● Task to complete
Report the number of lines in the data below where the string "serif" shows up, and only that number.

Records from a data source
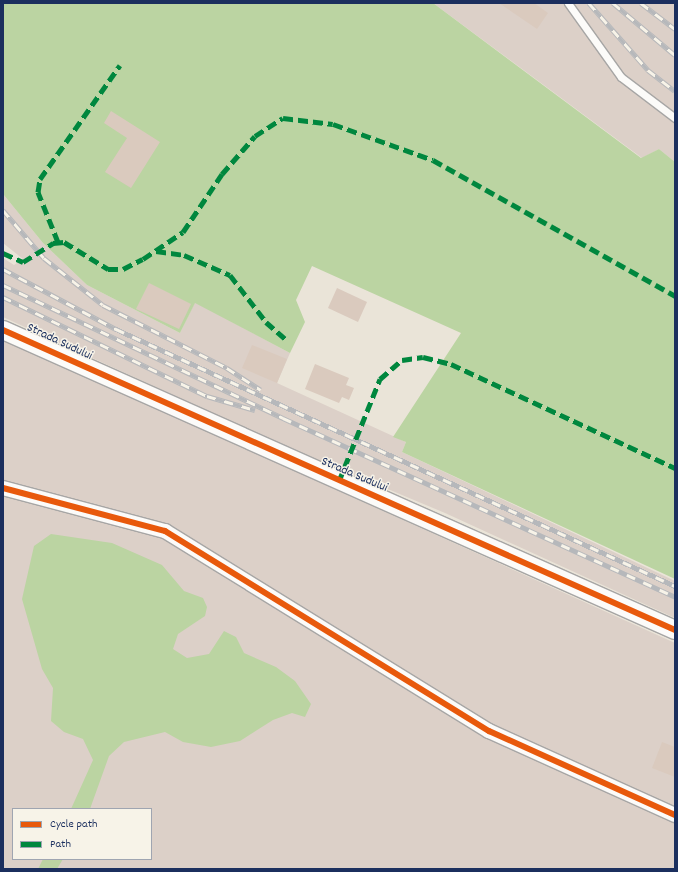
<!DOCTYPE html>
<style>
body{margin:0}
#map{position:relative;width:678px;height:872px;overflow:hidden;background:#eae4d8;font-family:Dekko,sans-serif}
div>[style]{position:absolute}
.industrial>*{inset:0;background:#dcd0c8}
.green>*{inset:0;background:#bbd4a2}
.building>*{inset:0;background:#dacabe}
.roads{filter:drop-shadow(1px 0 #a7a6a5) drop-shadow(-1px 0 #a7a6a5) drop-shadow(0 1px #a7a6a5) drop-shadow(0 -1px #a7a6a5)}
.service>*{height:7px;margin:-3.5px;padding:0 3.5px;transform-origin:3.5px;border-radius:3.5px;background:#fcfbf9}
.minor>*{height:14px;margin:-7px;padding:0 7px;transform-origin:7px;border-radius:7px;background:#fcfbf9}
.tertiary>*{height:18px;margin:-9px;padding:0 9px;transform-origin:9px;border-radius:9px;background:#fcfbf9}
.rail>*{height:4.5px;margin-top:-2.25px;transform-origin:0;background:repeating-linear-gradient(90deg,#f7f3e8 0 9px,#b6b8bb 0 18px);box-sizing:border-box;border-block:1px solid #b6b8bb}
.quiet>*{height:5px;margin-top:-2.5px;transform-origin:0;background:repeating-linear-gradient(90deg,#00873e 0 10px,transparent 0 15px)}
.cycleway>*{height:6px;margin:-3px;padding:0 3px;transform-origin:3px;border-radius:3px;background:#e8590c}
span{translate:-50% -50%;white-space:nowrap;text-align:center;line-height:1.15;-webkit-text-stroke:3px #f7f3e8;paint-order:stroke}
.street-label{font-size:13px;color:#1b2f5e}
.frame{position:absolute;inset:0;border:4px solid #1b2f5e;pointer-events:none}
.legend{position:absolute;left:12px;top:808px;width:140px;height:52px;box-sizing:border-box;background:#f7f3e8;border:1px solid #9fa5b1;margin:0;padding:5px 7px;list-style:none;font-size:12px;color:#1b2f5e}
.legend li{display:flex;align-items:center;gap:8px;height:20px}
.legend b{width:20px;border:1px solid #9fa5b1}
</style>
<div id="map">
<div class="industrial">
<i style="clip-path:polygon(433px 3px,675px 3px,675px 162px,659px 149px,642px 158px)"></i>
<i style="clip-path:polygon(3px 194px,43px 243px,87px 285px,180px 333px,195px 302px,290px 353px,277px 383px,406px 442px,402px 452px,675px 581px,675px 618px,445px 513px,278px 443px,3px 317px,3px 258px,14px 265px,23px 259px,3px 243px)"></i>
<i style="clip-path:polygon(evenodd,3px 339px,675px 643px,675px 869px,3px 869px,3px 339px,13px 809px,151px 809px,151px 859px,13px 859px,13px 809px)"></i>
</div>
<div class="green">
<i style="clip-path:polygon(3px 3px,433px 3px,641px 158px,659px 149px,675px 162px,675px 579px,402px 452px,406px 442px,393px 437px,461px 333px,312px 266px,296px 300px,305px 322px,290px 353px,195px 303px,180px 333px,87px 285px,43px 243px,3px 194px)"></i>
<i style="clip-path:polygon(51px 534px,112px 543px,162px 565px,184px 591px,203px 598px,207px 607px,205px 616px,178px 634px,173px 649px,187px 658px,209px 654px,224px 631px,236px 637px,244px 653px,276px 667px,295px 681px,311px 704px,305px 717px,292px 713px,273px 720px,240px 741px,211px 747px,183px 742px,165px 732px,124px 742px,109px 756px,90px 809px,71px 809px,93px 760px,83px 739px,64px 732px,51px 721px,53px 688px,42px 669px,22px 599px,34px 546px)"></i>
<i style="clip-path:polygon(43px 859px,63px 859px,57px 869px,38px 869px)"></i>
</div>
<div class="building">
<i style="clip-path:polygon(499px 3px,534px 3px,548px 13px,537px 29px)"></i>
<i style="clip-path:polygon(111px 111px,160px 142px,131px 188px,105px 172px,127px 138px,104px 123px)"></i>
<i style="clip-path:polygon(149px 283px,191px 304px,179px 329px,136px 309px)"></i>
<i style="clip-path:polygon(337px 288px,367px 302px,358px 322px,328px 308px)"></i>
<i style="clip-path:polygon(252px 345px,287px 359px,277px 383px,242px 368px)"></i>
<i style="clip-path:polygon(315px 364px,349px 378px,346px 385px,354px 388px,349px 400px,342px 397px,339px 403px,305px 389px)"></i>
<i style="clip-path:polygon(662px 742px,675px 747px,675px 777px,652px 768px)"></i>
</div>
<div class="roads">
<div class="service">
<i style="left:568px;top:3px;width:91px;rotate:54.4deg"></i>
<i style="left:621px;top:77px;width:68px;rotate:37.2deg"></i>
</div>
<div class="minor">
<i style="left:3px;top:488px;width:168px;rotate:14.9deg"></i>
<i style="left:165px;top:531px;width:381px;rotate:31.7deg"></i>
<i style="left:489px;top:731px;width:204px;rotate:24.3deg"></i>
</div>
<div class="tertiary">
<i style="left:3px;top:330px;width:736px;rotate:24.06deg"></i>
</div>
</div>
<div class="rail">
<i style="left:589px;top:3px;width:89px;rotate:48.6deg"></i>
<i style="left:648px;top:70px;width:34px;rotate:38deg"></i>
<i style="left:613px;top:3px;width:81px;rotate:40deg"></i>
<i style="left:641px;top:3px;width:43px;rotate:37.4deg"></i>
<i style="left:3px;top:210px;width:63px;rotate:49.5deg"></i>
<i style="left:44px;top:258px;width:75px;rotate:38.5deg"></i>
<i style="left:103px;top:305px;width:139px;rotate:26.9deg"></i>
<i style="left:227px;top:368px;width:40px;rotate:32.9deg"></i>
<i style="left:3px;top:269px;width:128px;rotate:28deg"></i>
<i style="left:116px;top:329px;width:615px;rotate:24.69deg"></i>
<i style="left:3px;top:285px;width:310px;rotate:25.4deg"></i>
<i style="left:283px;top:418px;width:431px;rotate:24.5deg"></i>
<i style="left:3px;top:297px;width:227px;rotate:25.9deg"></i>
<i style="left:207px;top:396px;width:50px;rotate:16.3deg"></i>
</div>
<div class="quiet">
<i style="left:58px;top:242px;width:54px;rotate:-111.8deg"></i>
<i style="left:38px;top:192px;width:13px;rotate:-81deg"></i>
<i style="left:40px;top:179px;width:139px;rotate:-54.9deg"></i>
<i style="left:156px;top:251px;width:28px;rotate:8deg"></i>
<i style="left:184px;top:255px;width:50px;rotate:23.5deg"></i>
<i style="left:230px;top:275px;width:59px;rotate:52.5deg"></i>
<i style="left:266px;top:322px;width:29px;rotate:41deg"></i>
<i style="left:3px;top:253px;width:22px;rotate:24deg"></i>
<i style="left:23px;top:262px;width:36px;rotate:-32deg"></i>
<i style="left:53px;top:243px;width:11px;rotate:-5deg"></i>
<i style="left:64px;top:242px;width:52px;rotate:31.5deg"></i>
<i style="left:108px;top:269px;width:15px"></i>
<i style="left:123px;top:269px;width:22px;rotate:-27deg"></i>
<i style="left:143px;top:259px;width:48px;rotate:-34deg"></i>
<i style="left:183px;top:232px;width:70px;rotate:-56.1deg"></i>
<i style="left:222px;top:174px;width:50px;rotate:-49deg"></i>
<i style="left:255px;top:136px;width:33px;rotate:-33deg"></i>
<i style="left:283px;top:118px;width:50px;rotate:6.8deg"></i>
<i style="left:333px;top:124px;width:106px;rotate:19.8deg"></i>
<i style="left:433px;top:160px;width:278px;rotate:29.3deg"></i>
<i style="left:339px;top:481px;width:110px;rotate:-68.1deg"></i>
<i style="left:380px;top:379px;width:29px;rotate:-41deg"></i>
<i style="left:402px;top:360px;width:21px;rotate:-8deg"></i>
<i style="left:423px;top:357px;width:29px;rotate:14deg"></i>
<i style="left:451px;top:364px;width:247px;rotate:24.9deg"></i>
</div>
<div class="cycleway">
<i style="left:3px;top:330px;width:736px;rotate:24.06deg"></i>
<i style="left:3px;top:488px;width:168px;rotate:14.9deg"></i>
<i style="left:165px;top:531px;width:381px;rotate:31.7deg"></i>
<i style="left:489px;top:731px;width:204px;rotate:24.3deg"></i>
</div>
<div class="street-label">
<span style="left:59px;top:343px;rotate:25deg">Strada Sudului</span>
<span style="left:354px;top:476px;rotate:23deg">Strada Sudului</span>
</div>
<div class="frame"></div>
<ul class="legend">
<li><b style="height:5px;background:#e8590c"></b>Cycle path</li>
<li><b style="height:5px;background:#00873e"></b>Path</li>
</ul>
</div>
---
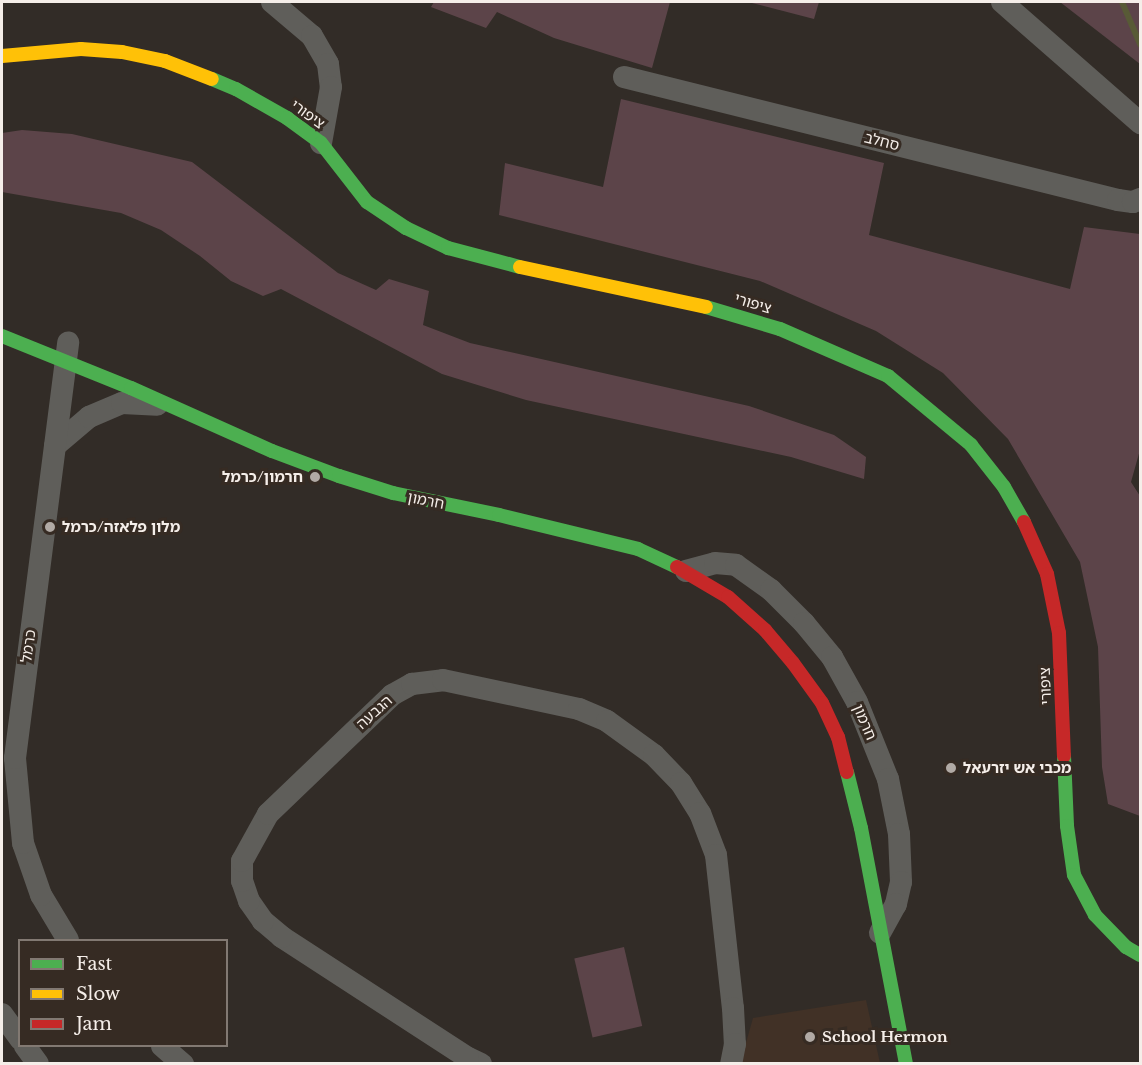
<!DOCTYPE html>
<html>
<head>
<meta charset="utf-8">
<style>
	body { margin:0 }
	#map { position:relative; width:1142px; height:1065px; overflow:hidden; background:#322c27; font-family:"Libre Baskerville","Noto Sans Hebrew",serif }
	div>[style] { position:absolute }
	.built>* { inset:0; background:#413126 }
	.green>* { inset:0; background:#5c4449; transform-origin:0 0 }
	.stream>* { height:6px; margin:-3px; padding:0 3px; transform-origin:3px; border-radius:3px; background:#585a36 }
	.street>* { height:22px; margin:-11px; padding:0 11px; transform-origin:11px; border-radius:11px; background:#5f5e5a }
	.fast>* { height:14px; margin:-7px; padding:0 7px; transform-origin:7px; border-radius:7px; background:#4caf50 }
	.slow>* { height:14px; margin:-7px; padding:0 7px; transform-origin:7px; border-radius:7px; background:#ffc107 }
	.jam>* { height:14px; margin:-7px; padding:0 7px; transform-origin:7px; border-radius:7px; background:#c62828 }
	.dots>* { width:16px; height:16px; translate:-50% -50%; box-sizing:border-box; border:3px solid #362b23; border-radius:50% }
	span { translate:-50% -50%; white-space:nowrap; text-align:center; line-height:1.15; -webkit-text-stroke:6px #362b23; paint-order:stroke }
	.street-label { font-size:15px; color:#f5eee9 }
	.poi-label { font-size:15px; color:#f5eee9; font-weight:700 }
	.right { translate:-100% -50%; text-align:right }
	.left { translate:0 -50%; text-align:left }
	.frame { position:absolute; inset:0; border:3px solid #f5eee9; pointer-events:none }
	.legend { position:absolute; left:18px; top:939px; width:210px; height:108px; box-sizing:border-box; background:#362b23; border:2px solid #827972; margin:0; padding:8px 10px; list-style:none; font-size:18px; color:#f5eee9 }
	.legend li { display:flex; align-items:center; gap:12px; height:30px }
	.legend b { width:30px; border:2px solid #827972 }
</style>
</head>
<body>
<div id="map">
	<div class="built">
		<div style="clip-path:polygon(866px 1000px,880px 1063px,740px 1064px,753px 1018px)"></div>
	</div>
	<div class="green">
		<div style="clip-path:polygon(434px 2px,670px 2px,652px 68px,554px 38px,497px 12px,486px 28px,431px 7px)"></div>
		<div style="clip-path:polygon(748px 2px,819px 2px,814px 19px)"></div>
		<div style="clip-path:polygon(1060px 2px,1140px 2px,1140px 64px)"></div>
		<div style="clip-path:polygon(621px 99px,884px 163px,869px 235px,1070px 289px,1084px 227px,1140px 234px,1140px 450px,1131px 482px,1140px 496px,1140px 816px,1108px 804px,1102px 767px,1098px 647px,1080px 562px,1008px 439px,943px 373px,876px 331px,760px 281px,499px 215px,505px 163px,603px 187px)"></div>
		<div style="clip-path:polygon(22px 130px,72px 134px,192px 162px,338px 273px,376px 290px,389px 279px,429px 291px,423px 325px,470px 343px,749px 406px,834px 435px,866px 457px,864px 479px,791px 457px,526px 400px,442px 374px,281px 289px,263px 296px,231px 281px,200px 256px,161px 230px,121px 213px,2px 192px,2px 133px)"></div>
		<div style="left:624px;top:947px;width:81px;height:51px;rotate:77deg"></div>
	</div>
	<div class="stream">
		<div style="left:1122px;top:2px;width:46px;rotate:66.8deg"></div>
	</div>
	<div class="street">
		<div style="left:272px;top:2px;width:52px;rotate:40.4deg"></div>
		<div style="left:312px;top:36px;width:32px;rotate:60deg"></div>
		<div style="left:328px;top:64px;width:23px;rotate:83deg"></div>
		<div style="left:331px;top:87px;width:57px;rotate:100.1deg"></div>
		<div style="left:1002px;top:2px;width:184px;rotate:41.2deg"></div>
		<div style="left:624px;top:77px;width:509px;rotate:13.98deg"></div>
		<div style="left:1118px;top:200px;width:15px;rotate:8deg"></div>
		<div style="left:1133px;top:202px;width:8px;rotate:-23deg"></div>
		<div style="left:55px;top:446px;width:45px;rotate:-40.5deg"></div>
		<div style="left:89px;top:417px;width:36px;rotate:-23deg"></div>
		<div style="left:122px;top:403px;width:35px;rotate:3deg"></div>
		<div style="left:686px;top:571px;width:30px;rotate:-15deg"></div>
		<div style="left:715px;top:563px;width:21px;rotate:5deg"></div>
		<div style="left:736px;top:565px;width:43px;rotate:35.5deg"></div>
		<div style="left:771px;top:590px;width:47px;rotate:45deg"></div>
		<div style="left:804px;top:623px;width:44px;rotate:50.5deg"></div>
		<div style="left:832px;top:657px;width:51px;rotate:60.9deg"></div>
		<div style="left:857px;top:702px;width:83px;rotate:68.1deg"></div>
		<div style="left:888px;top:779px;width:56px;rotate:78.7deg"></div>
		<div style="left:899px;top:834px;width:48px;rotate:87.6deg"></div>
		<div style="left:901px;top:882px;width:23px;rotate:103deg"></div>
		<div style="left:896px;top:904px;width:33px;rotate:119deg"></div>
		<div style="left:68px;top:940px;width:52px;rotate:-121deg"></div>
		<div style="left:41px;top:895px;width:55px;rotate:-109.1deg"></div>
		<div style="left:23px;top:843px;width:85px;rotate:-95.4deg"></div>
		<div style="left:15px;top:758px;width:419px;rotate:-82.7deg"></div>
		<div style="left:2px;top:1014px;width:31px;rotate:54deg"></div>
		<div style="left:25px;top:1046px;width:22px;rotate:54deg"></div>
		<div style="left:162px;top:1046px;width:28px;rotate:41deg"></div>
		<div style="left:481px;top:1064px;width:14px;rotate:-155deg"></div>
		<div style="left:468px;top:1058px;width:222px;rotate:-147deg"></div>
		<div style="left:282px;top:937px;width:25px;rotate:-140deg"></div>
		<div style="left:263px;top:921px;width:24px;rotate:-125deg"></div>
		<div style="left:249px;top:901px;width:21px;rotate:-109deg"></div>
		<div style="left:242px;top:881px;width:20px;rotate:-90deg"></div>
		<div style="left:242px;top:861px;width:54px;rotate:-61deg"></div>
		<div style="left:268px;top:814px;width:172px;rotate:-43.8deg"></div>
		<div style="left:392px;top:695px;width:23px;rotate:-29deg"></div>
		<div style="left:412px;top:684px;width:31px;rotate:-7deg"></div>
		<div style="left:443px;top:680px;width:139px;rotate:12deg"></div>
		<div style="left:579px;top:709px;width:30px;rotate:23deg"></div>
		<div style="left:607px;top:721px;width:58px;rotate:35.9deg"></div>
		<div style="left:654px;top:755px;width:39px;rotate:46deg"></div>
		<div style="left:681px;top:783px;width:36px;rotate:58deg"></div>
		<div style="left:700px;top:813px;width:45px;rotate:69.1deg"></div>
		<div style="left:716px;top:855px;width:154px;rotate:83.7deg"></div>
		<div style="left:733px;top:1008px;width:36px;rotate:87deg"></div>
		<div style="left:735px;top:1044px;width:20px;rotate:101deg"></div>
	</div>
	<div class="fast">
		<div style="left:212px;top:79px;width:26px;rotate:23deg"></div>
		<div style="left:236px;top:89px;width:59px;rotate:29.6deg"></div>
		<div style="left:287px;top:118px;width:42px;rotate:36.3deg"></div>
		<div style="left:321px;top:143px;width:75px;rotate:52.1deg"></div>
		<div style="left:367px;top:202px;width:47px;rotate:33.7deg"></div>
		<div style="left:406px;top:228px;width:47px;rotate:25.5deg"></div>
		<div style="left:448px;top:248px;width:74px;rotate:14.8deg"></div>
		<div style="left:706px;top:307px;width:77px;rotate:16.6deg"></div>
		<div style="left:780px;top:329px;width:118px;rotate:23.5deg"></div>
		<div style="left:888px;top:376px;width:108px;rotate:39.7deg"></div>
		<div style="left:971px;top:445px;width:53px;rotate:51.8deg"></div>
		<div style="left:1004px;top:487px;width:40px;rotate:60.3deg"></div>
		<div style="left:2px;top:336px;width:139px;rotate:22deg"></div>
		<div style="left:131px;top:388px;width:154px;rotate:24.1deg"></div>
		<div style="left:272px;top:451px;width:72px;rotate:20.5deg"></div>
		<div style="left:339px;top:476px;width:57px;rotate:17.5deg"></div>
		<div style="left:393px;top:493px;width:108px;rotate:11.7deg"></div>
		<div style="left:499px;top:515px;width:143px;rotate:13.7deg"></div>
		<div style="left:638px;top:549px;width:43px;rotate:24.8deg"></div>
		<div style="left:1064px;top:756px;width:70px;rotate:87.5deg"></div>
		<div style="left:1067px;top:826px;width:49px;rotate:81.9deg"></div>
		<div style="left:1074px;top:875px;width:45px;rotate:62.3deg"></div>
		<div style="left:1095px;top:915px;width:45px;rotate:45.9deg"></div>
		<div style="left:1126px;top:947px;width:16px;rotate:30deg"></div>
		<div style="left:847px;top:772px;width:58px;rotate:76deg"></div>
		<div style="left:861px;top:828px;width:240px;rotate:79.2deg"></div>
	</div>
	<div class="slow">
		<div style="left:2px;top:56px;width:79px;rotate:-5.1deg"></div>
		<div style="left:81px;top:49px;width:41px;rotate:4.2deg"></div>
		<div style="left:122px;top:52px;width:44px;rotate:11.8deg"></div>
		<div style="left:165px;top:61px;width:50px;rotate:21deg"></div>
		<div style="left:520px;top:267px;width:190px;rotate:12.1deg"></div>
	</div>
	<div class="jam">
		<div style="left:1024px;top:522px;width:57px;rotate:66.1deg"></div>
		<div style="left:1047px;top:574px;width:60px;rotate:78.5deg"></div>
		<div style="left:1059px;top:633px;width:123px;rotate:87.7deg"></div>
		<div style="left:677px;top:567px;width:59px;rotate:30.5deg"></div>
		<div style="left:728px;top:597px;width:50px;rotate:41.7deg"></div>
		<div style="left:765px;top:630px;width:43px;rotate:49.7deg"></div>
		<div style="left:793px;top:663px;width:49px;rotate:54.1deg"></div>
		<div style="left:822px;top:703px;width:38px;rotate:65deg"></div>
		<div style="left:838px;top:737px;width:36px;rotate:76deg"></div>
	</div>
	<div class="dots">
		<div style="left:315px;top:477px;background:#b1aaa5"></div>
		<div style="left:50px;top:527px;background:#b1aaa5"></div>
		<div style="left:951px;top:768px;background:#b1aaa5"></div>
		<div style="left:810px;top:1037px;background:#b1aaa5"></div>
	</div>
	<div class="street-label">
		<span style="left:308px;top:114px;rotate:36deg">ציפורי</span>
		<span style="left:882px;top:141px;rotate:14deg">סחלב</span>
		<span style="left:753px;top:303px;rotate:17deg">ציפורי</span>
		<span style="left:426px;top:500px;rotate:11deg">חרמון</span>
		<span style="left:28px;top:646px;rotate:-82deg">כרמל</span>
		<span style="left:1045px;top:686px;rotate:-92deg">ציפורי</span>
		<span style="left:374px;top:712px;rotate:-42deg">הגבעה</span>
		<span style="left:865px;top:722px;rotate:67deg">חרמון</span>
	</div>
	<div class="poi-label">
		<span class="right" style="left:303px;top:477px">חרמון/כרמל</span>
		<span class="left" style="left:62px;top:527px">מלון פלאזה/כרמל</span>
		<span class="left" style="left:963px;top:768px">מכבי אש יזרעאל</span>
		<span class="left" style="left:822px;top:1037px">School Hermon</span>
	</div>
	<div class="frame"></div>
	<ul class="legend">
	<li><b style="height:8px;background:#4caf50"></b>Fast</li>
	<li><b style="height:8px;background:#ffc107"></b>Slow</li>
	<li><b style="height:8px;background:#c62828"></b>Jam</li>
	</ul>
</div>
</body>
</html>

● Exercise answer
2